Fig. 5
From: Phylogenomics of 10,575 genomes reveals evolutionary proximity between domains Bacteria and Archaea

Relative Archaea–Bacteria distances indicated by individual gene trees and their concordance with the species tree. a Distribution of relative A(rchaea)–B(acteria) distances of individual gene trees. A total of 161 gene trees are shown, selected such that both domains have at least 50% taxa represented in each tree. A histogram with Gaussian kernel density function and a rug plot representing individual data points are displayed. The blue and red vertical lines indicate the values of the ASTRAL species tree with branch lengths estimated using the global markers and the ribosomal proteins, respectively. Gene names are labeled at data points separated from the main cluster. b Distribution of relative A–B distances by functional category (GO slim term under the “molecular function” master category) of the 161 gene trees. The top ten most frequently assigned categories in all gene trees are shown. Boxplot components: center line, median; box limits, upper and lower quartiles; whiskers, 1.5 × interquartile range; black diamonds, outliers. c Distribution of quartet scores of all 381 gene trees vs. the species tree. Boxplot components are identical to b. d mMDS plot of the quartet distance matrix of all 381 gene trees plus the species tree (semi-transparent big gray ball in the center).
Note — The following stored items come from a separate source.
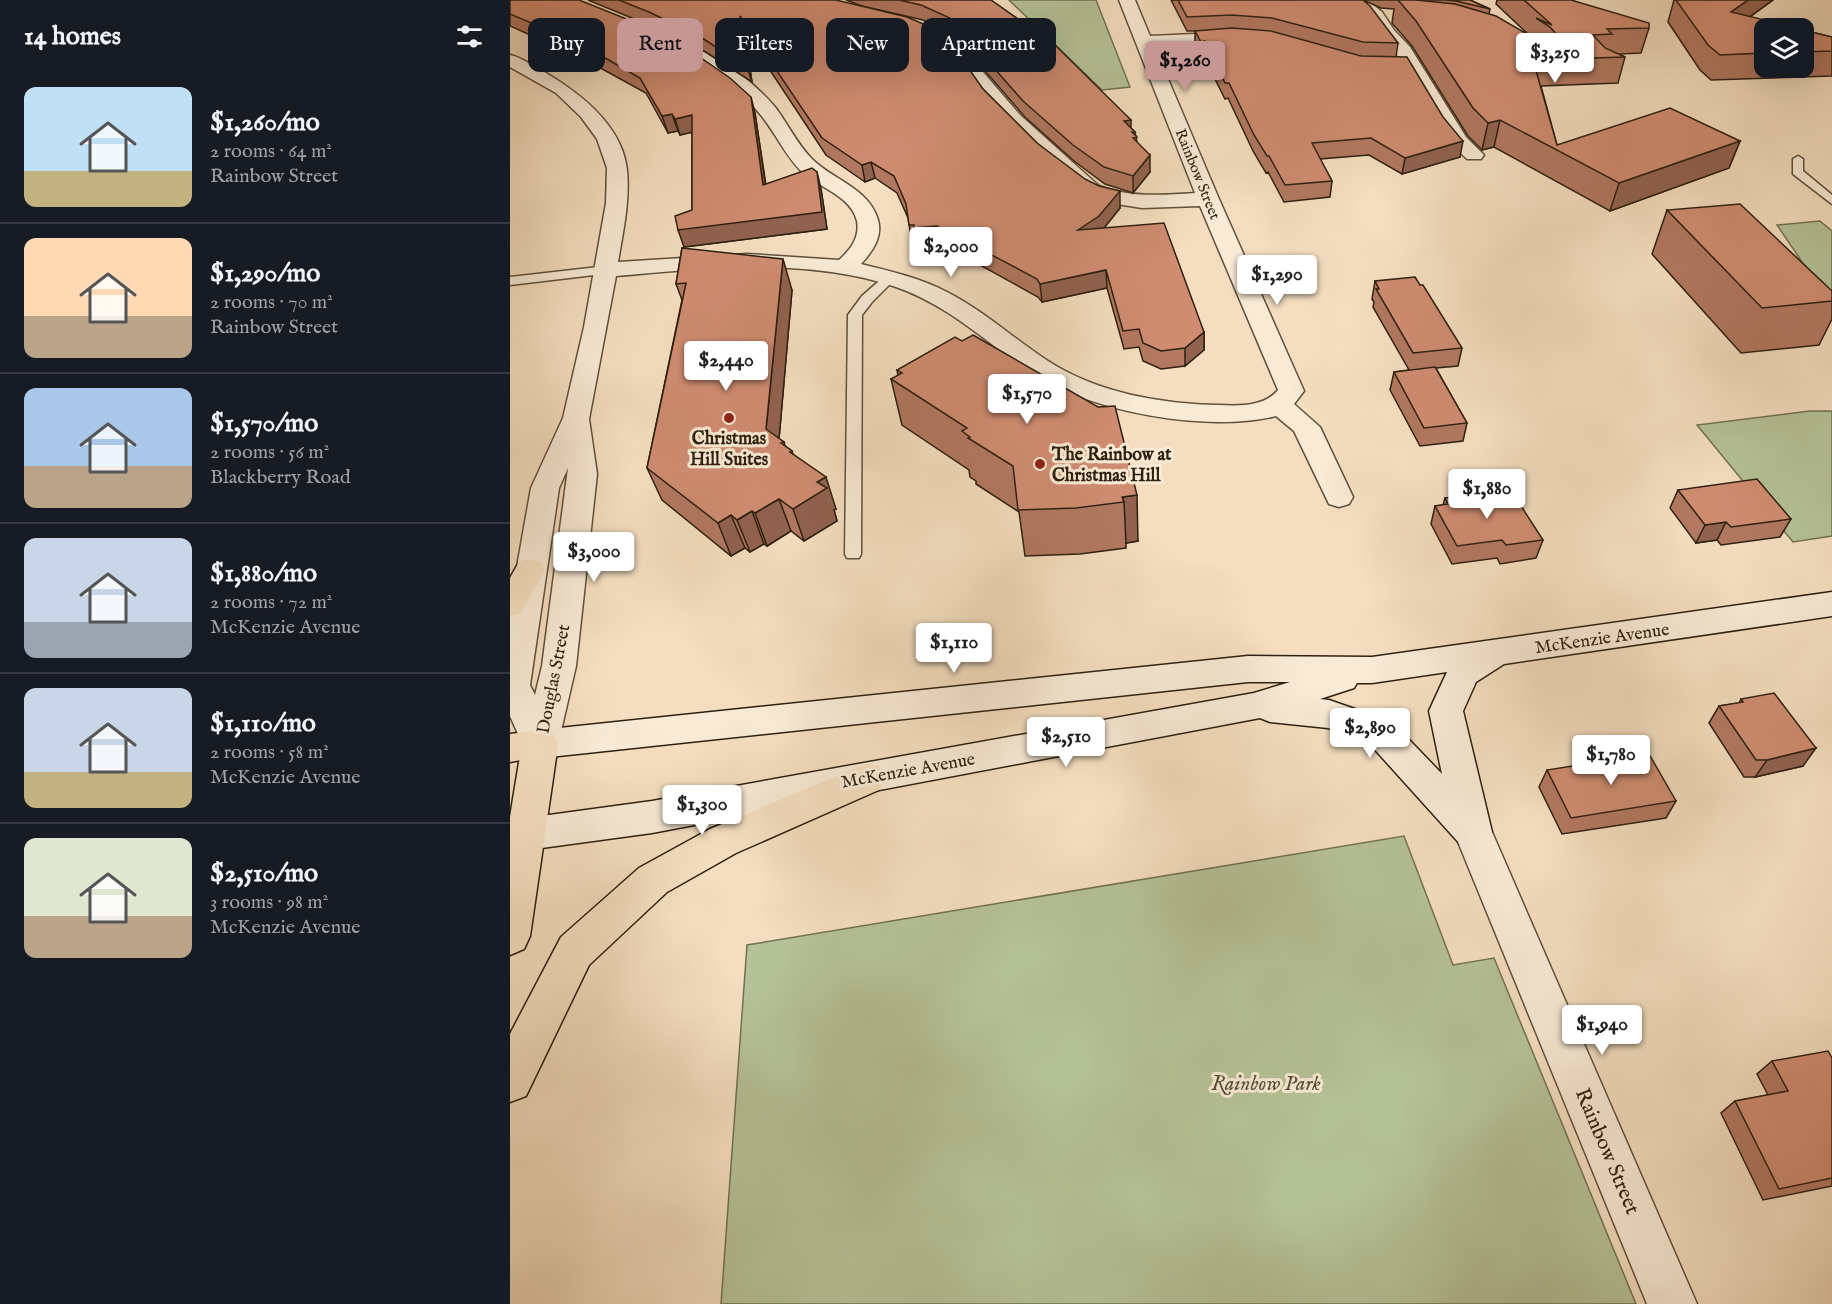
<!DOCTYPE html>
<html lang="en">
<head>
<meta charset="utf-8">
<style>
	body { margin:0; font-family:"IM FELL English",serif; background:#20242c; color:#f1f3f6; height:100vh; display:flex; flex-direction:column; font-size:22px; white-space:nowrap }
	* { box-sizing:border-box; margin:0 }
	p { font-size:20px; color:#9ea1a6 }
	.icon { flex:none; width:33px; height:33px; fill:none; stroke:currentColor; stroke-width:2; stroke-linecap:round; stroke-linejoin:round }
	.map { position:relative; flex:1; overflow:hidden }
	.drawer { display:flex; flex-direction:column; background:#171b24; width:510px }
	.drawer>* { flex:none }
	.top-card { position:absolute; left:18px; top:18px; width:570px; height:54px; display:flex; gap:12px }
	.buttons { position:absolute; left:1244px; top:18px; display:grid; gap:12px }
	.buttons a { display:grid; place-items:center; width:60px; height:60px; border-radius:12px; background:#171b24; box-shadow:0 6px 24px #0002; font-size:30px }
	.price { position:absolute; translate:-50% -51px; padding:0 14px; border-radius:6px; background:#fff; color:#222; font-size:20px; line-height:39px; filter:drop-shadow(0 2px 3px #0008) }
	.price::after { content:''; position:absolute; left:50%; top:36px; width:18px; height:14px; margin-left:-9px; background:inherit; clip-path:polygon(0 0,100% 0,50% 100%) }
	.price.current { background:#c59692; color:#111 }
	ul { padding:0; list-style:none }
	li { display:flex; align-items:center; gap:18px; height:150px; padding:0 24px }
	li+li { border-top:2px solid #363941 }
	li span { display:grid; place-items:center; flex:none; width:168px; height:120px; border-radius:12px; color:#555 }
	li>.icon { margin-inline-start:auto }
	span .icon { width:72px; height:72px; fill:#fffc; stroke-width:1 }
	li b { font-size:26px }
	h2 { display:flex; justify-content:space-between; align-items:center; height:72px; padding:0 24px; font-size:26px }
	.tag { padding:0 21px; border-radius:12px; background:#171b24; box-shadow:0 6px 24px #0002; font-size:21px; line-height:54px }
	.tag.current { background:#c59692; color:#111 }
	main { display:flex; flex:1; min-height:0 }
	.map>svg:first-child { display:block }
</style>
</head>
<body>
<main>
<section class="drawer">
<h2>14 homes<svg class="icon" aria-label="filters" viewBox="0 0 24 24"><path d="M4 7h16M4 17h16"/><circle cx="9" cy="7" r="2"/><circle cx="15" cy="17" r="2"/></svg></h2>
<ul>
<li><span style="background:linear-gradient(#bfe0f5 70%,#c2b280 0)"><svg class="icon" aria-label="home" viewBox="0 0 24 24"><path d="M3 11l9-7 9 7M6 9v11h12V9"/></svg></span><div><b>$1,260/mo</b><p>2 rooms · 64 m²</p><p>Rainbow Street</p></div></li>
<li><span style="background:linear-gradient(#ffd9b3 65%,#b9a48a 0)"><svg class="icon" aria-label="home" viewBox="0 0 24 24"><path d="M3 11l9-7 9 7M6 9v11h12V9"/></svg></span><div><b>$1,290/mo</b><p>2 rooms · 70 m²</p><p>Rainbow Street</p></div></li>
<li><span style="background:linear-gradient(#a9c7e8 65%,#b9a48a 0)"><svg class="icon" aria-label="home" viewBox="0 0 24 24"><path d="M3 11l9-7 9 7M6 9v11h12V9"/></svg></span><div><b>$1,570/mo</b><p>2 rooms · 56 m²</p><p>Blackberry Road</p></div></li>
<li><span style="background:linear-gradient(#c9d6e8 70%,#9aa5b1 0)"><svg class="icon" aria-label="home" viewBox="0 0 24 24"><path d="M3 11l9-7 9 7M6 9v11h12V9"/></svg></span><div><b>$1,880/mo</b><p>2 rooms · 72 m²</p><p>McKenzie Avenue</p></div></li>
<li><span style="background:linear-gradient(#c9d6e8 70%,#c2b280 0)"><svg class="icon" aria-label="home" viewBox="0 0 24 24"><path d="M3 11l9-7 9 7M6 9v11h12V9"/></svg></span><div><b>$1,110/mo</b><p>2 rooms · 58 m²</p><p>McKenzie Avenue</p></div></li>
<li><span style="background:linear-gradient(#dfe7d0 65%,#b9a48a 0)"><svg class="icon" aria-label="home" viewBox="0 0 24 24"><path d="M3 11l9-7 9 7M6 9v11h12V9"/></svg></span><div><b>$2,510/mo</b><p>3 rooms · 98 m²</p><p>McKenzie Avenue</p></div></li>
</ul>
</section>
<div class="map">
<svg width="1322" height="1304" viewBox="0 0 1322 1304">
	<rect width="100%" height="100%" fill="#f4debf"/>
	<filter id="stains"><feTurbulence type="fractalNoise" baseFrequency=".00333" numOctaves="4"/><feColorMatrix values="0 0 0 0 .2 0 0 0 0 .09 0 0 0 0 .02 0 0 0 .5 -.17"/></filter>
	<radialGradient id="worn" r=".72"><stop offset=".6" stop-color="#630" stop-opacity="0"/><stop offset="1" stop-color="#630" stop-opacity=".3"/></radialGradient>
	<path fill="#b5c297" stroke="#717153" stroke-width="1.5" d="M499 0H586L620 87 592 90Z
		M1310 221 1322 231V306L1267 225Z
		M1300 411H1322V536L1283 542 1187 425Z
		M894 836 943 965 984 958 1126 1304H211L237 945Z"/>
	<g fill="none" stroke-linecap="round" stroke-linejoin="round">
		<g stroke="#5f503b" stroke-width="3">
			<path id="lane" d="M1288 156 1293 159V171L1322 195V204L1283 174V159Z
				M97 266 103 270 101 273 0 285V277Z
				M380 274 386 278 362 302 352 315 351 554 349 558H337L335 554 338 315 352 296 376 275Z"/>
		</g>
		<g stroke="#5f503b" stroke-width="3">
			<path id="street" d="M609 0H625L640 36 729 32 737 37 729 42 644 46 709 199 794 391 784 404 810 427 843 497 839 504 829 507 819 504 784 431 766 416C697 433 579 412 520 372 476 342 438 305 386 287 297 257 198 268 106 276L79 419 87 474 66 666 48 744 43 754 30 758 17 754 0 716V606L21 488 53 418 74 327 96 203 97 168 87 139 71 117 46 93 0 67V55C10 57 20 64 29 69 66 90 112 123 117 170 120 201 113 232 108 262L237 254 329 260C340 250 350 238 347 221 341 196 310 188 293 173 275 156 266 133 250 114 222 79 182 58 141 41L139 37 147 32C190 43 236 73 265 107 278 124 287 144 302 159 323 180 359 188 368 220 373 237 362 252 351 264 380 271 410 278 437 292 474 311 504 339 538 361 587 393 652 404 709 405 729 406 754 407 768 390L690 206 632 208 600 203 575 194 496 123 430 44 417 34 425 29 442 36 510 115 589 186C621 198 652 195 685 193ZM58 468 32 666 25 695 20 685 49 488Z
				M827 0H851L862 4 872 12 884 30 900 47 956 137 974 155 971 159H957L938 141 884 50 871 37 860 18 850 10 829 3Z
				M963 816 976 820 982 832 1187 1304H1137L944 832 950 820Z"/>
		</g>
		<g stroke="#2d200f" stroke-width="3">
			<path id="secondary" d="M1322 592V616L994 664 966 682 953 711 982 832 976 844 963 848 950 844 858 742 818 728 760 722 750 718 142 833 17 850 4 846C0 837 0 831 4 822L17 818 142 801 744 693 780 682H738L30 758 17 754 12 744 17 734 30 730 738 656 862 657ZM937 672 919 711 932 774 882 722 819 700 810 699 844 688 847 683H862Z"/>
		</g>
		<g stroke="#2d200f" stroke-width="3">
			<path id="primary" d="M20 559 31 562 35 570 11 613 0 617V578L9 562Z
				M30 730 43 734 48 744 43 754 0 762V734Z"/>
		</g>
		<g stroke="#2d200f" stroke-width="3">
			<path id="highway" d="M30 730 43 734 48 744 20 936 14 949 0 955V817L12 744 17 734Z
				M358 763 371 767 376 778 371 789 226 853 157 892 79 965 16 1096 0 1102V1034L51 937 129 868 200 829Z"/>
		</g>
		<use href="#lane" fill="#f8ead5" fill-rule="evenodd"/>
		<use href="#street" fill="#f8ead5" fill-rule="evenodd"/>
		<use href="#secondary" fill="#f8ead5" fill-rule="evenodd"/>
		<use href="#primary" fill="#f4debf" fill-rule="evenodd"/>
		<use href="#highway" fill="#f4debf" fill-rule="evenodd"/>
	</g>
	<path fill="#b27861" stroke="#2d200f" stroke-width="1.5" d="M0 0 245 113 256 185 311 189 317 229 174 247 182 210V132L170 135 168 131 158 133 136 93 76 60 0 26Z
		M78 0H326L473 89 527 143 610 208 594 228 694 332V350L675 366 651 369 633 361 629 347 614 349 597 288 532 302 528 297 430 243 407 246V242L402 243 398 218 387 193 365 178 355 182 316 155 234 31 242 82 194 51 144 27Z
		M336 0H481L625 132 627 142 640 172 623 193 595 184 564 161 515 117 442 33 413 20 352 6Z
		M661 0H960L980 9 979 14 1019 35 986 4 987 0H1061L1139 28 1131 53 1109 54 1115 57 1108 83 1031 86 1047 145 1230 141 1219 168 1100 211 984 147 972 150 958 136 902 46 882 23 884 9 871 8 853 0 888 43 886 57 950 157 892 174 859 155 810 159 822 181 820 197 774 202 758 172 756 173 743 151 718 98 715 99 694 57H691L685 46V31H677Z
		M1164 0H1263L1240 17 1254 28V68H1293V30L1322 37V76L1201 80 1190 70 1158 22Z
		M1157 210 1322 291V319L1309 345 1231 353 1142 254Z
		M172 248 282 290 269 439 274 442 275 446 282 451 283 454 326 509 324 510 327 521 294 541 281 531 257 546 254 544 240 552 235 548 221 556 152 500 137 468 172 300 166 284Z
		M865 281 952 348 948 366 926 368 957 423 953 441 910 446 880 390 884 372 899 370 863 307 864 302 862 299Z
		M387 370 588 407 628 541 616 543V548L570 554 515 556 509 512 466 484V481L460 477 459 470 392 425 381 379 388 376Z
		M1168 490 1281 519 1270 537 1211 545 1207 540 1186 543 1160 508Z
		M935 498H985L1033 540 1026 558 990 564 987 558 942 564 921 524 925 506 933 505Z
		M1231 699 1293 766 1245 777H1234L1199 723 1209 706 1229 703Z
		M1037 770 1166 801 1156 818 1052 834 1029 787Z
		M1322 1058V1186L1253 1200 1211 1113 1225 1101 1258 1095 1247 1074 1262 1061Z"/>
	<path fill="#91624f" stroke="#2d200f" stroke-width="1.5" d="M1238 0H1263L1213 36 1221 12Z
		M230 16 234 31 242 82 237 67Z
		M241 97 245 113 258 202 253 185Z
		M162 114 168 131 158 133 152 116Z
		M182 115 187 131 170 135 165 119Z
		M621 120V136L614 121Z
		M990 120 984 147 972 150 978 123Z
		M953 141 950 157 892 174 895 158Z
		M1230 141 1219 168 1100 211 1109 183Z
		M640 155V172L623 193V176Z
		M361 162 365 178 355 182 352 165Z
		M307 172 311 189 317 229 174 247 168 230Z
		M610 191V208L590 233 568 230Z
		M427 226 430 243 407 246 404 228Z
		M273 259 282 290 267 462 256 429Z
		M596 270 597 288 532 302 530 284Z
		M694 332V350L675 366V348Z
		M316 477 326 509 324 510 327 521 294 541 283 509 307 482Z
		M627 495 628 541 616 543 614 502 612 497Z
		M269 499 281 531 257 546 245 513Z
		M242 511 254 544 240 552 227 520Z
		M221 515 235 548 221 556 208 523Z
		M1216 522 1207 540 1186 543 1195 525Z
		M1306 748 1293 766 1245 777 1257 760Z"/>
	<path fill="#cf8c71" stroke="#2d200f" stroke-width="1.5" d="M0 0H69L124 22 175 47 220 78 241 97 253 185 302 168 307 172 312 212 168 230 165 216 182 210V115L165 119 162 114 152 116 130 78 71 44 0 14Z
		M109 0H326L397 17 425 29 445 49 473 89 527 143 575 179 589 186 610 191 589 216 568 230 654 223 694 332 675 348 651 351 633 343 629 329 613 331 596 270 530 284 527 279 427 226 404 228V225H399L396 204 384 176 361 162 352 165 312 138 230 16 237 67 189 36 139 12Z
		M389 0H481L545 45 621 120 614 121 625 132H622L627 137 623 138 640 155 623 176 594 167 563 145 513 101 440 18 411 5Z
		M668 0H853L860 6 888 43 853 42 762 18 722 15 677 17Z
		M888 0H906L945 4 986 16 1022 37 1039 52H1052L1056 45 1040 27 1026 18 1042 25 1014 0H1061L1139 23V28L1097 29 1102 34 1083 35 1095 48 1115 57 1023 60 1047 145 1160 108 1230 141 1109 183 990 120 978 123 963 108 906 21Z
		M936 0H960L980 9 946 1Z
		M1166 0H1238L1221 12 1288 28H1254V53L1210 55 1198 45Z
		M722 28 761 31 851 56 897 57 933 117 953 141 895 158 861 138 802 143 822 181 775 185 759 156H757L744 135 719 83H715L695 41 691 42 685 31Z
		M1293 30 1322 37V51L1293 52Z
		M1230 204 1322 291V301L1252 308 1157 210Z
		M172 248 273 259 256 429 274 442 271 443 282 451 280 452 316 477 307 482 317 488 283 509 269 499 245 513 242 511 227 520 221 515 208 523 137 468 176 283 166 284Z
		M905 277 910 285H913L952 348 903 353 866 289H869L865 281Z
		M463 335 588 407 605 406 627 495 612 497 614 502 566 508 508 510 503 466 458 438 460 437 452 431 457 428 381 379 392 373 387 370 445 337 452 341Z
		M925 367 957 423 914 428 884 372Z
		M1247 479 1281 519 1221 527 1216 522 1195 525 1168 490Z
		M981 491 985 498 1004 495 1033 540 996 545 992 540 947 546 925 506 938 504 935 498Z
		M1264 693 1306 748 1257 760H1246L1209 706 1233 702 1231 699Z
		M1139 754 1166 801 1061 818 1037 770Z
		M1318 1051 1322 1058V1178L1269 1189 1225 1101 1278 1091 1262 1061Z"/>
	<g fill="#8f2418" stroke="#f8ead5" stroke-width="2">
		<circle cx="219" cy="418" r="6"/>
		<circle cx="530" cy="464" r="6"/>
	</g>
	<g text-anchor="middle" stroke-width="6" stroke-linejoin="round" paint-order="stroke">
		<g font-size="15" fill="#2d200f" stroke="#f8ead5">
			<text transform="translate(688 174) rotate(68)" y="5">Rainbow Street</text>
		</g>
		<g font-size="18" font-weight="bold" fill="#2d200f" stroke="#f8ead5">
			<text x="219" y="444">Christmas<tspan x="219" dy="21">Hill Suites</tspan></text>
			<text x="542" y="460" text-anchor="start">The Rainbow at<tspan x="542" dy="21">Christmas Hill</tspan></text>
		</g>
		<g font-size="18" fill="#2d200f" stroke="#f8ead5">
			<text transform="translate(1092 638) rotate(-8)" y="6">McKenzie Avenue</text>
			<text transform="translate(43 679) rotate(-79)" y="6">Douglas Street</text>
			<text transform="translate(398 770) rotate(-10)" y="6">McKenzie Avenue</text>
		</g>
		<g font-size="21" font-style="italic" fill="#565138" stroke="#f8ead5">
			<text x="756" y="1090">Rainbow Park</text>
		</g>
		<g font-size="21" fill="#2d200f" stroke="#f8ead5">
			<text transform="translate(1098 1151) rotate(67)" y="7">Rainbow Street</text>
		</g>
	</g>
	<rect width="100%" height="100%" filter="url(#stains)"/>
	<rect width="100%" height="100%" fill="url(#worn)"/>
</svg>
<div class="buttons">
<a><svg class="icon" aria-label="layers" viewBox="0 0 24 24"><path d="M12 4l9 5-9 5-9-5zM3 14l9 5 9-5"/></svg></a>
</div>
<b class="price" style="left:1045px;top:84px">$3,250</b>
<b class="price current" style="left:675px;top:92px">$1,260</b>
<b class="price" style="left:441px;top:278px">$2,000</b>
<b class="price" style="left:767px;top:306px">$1,290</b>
<b class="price" style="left:216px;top:392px">$2,440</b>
<b class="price" style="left:517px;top:425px">$1,570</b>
<b class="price" style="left:977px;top:520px">$1,880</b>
<b class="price" style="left:84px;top:583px">$3,000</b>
<b class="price" style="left:444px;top:674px">$1,110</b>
<b class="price" style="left:860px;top:759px">$2,890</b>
<b class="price" style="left:556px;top:768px">$2,510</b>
<b class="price" style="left:1101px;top:786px">$1,780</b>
<b class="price" style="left:192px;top:836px">$1,300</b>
<b class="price" style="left:1092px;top:1056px">$1,940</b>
<div class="top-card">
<a class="tag">Buy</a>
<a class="tag current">Rent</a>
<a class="tag">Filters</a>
<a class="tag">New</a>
<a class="tag">Apartment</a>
</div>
</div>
</main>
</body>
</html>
The color scheme for genes annotated by exactly one of the top ten functional categories (normal-sized balls) is consistent with b and c, except that the category “ion binding” is omitted due to its high frequency. Genes annotated by more than one of the top ten categories (light yellow), or by categories other than the top ten (semi-transparent light gray) are indicated by smaller balls. e Linear regression of relative A–B distances vs. quartet scores of the 161 gene trees. The squared Pearson correlation coefficient (R2) and two-tailed p-value are displayed. Source data are provided as a Source Data file.